Rock formation in West Virginia, United States

Nelson Rocks is a large privately owned rock formation located in the North Fork Valley of Pendleton County, West Virginia, United States. The area is operated under the name of NROCKS Outdoor Adventures, and was previously known as Nelson Rocks Outdoor Center (NROC).

==Description==
Nelson Rocks is at the southern end of the River Knobs, which contain several other similar "razorback" ridges or "fins" including Seneca Rocks, Champe Rocks, and Judy Rocks, all on the western flank of North Fork Mountain. Nelson Rocks, like all of the river knobs, is bordered by the North Fork Valley on one side and the Germany Valley on the other. Located less than five miles from the highest point in West Virginia, and surrounded on three sides by the Monongahela National Forest, the mountainous site features two parallel rock fins made of tuscarora sandstone that rise from the mountain overlooking Nelson Gap. A hanging footbridge 150 feet in length and 200 feet in height spans the corridor between the rock fins. Visitors can participate in various adventure activities including rock climbing, Via Ferrata climbing, hiking and a canopy tour consisting of 12 zip-lines and other elements. Lodging at Nelson Rocks is available in the form of hotel-style guest rooms, rustic cabins, or tent camping.

==History==
Rock climbing at Nelson Rocks dates back about as far as at nearby Seneca Rocks; however, for most of that time, this privately owned area was not officially open to the public. In 1943 and 1944, as part of the West Virginia Maneuver Area, the 10th Mountain Division of the United States Army used Seneca, Nelson and Champe Rocks to train mountain troops in assault climbing in preparation for action in the Apennines of Italy. One guidebook author estimates that they left behind approximately 75,000 soft iron pitons, some of which can still be found on the rocks.

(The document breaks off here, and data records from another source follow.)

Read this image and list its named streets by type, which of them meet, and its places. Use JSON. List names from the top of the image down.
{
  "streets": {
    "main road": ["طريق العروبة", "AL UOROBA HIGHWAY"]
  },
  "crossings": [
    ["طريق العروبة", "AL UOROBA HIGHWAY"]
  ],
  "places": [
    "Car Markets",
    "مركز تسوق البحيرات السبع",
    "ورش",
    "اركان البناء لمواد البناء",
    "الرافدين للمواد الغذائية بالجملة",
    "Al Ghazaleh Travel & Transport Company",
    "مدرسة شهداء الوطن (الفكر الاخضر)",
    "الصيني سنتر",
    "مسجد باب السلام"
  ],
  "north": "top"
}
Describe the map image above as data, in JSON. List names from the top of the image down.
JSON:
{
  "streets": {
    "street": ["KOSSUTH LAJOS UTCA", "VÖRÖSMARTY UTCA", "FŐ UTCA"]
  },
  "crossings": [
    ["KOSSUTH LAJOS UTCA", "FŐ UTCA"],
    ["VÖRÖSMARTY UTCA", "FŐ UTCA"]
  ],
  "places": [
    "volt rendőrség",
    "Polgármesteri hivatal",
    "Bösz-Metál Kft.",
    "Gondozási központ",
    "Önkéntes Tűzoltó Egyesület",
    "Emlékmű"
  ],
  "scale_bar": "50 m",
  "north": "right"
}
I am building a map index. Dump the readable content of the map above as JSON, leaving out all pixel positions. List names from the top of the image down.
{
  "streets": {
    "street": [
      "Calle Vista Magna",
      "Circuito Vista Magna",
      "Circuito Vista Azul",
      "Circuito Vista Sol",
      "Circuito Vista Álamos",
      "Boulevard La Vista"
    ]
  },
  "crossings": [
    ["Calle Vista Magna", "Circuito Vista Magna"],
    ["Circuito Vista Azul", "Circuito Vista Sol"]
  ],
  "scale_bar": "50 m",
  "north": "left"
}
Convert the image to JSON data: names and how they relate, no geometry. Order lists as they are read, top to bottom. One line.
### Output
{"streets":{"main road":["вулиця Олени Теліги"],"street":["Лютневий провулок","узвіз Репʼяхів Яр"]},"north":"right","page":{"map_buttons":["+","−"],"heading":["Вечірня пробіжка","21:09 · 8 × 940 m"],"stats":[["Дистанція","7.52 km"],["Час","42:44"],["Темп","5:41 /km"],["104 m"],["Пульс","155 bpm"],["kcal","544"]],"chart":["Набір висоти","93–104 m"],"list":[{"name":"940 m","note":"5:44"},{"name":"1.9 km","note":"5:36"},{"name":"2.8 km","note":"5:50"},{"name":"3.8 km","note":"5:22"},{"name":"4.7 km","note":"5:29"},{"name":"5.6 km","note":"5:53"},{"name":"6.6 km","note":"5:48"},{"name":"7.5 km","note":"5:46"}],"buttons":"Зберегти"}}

In 1998 the area was purchased by Stuart Hammett who operated it under the name Nelson Rocks Preserve for about a decade. The area was officially open to rock climbing, and route development flourished. During the 1998-2001 seasons, the number of routes doubled reaching about 100 routes. Nelson Rocks was included in Rock Climbing: Virginia, West Virginia, and Maryland, a regional guidebook by Eric J. Horst. and in Rock 'n' Road: An Atlas of North American Rock Climbing Areas by Tim Toula. In the next decade the number of routes reached about 200. Also at the same time via ferrata was built., which included a 200 feet long suspension bridge 150 feet above the ground.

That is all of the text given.